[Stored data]
════
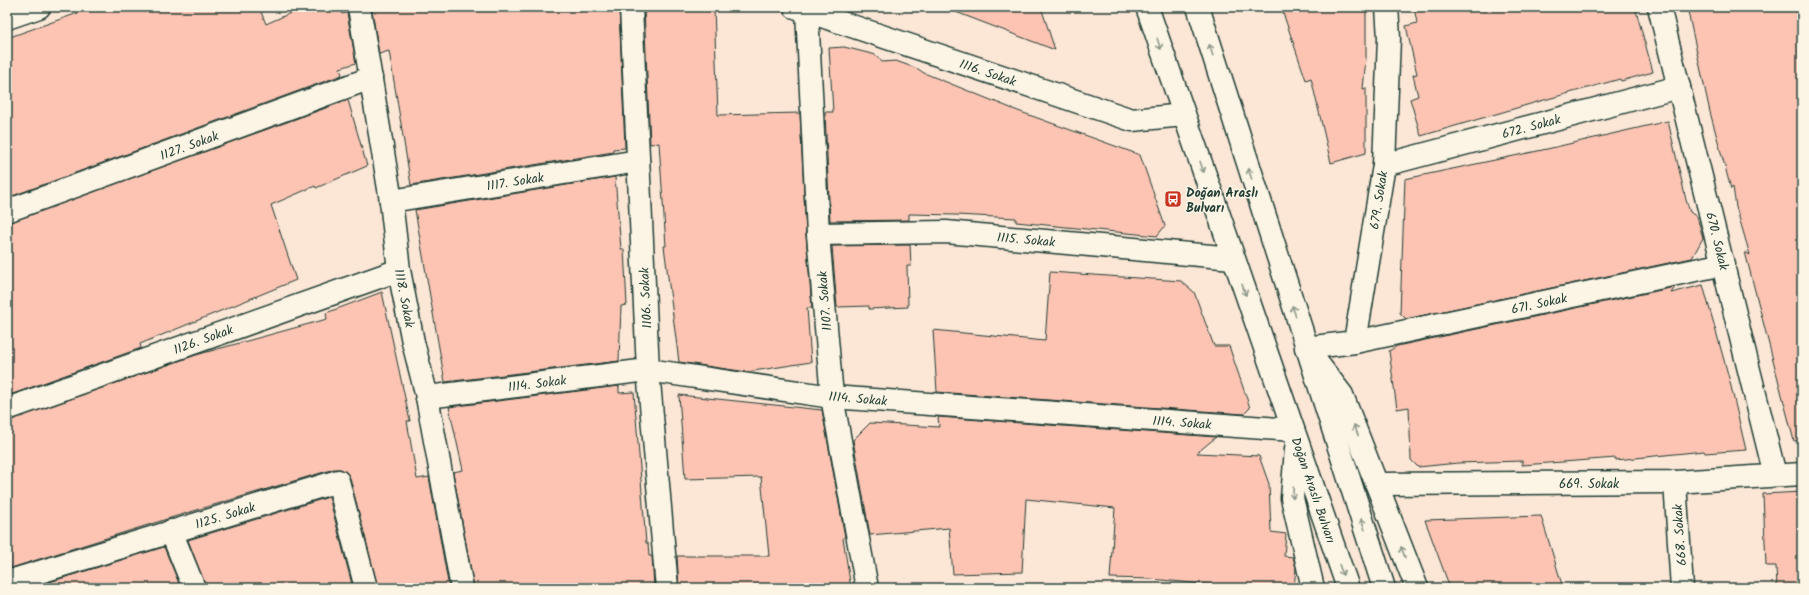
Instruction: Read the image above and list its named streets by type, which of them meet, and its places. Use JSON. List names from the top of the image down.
{
  "streets": {
    "street": [
      "1116. Sokak",
      "672. Sokak",
      "1127. Sokak",
      "1117. Sokak",
      "679. Sokak",
      "1115. Sokak",
      "670. Sokak",
      "1118. Sokak",
      "1106. Sokak",
      "1107. Sokak",
      "671. Sokak",
      "1126. Sokak",
      "1114. Sokak",
      "669. Sokak",
      "Doğan Araslı Bulvarı",
      "1125. Sokak",
      "668. Sokak"
    ]
  },
  "crossings": [
    ["1116. Sokak", "1107. Sokak"],
    ["1116. Sokak", "Doğan Araslı Bulvarı"],
    ["672. Sokak", "679. Sokak"],
    ["672. Sokak", "670. Sokak"],
    ["1127. Sokak", "1118. Sokak"],
    ["1117. Sokak", "1118. Sokak"],
    ["1117. Sokak", "1106. Sokak"],
    ["679. Sokak", "671. Sokak"],
    ["1115. Sokak", "1107. Sokak"],
    ["1115. Sokak", "Doğan Araslı Bulvarı"],
    ["670. Sokak", "671. Sokak"],
    ["670. Sokak", "669. Sokak"],
    ["1118. Sokak", "1126. Sokak"],
    ["1118. Sokak", "1114. Sokak"],
    ["1106. Sokak", "1114. Sokak"],
    ["1107. Sokak", "1114. Sokak"],
    ["1114. Sokak", "Doğan Araslı Bulvarı"],
    ["669. Sokak", "668. Sokak"]
  ],
  "places": {
    "bus stop": ["Doğan Araslı Bulvarı"]
  }
}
════
Repeat all the records above exactly, leaving out any pictures.

## Answer
Instruction: Read the image above and list its named streets by type, which of them meet, and its places. Use JSON. List names from the top of the image down.
{
  "streets": {
    "street": [
      "1116. Sokak",
      "672. Sokak",
      "1127. Sokak",
      "1117. Sokak",
      "679. Sokak",
      "1115. Sokak",
      "670. Sokak",
      "1118. Sokak",
      "1106. Sokak",
      "1107. Sokak",
      "671. Sokak",
      "1126. Sokak",
      "1114. Sokak",
      "669. Sokak",
      "Doğan Araslı Bulvarı",
      "1125. Sokak",
      "668. Sokak"
    ]
  },
  "crossings": [
    ["1116. Sokak", "1107. Sokak"],
    ["1116. Sokak", "Doğan Araslı Bulvarı"],
    ["672. Sokak", "679. Sokak"],
    ["672. Sokak", "670. Sokak"],
    ["1127. Sokak", "1118. Sokak"],
    ["1117. Sokak", "1118. Sokak"],
    ["1117. Sokak", "1106. Sokak"],
    ["679. Sokak", "671. Sokak"],
    ["1115. Sokak", "1107. Sokak"],
    ["1115. Sokak", "Doğan Araslı Bulvarı"],
    ["670. Sokak", "671. Sokak"],
    ["670. Sokak", "669. Sokak"],
    ["1118. Sokak", "1126. Sokak"],
    ["1118. Sokak", "1114. Sokak"],
    ["1106. Sokak", "1114. Sokak"],
    ["1107. Sokak", "1114. Sokak"],
    ["1114. Sokak", "Doğan Araslı Bulvarı"],
    ["669. Sokak", "668. Sokak"]
  ],
  "places": {
    "bus stop": ["Doğan Araslı Bulvarı"]
  }
}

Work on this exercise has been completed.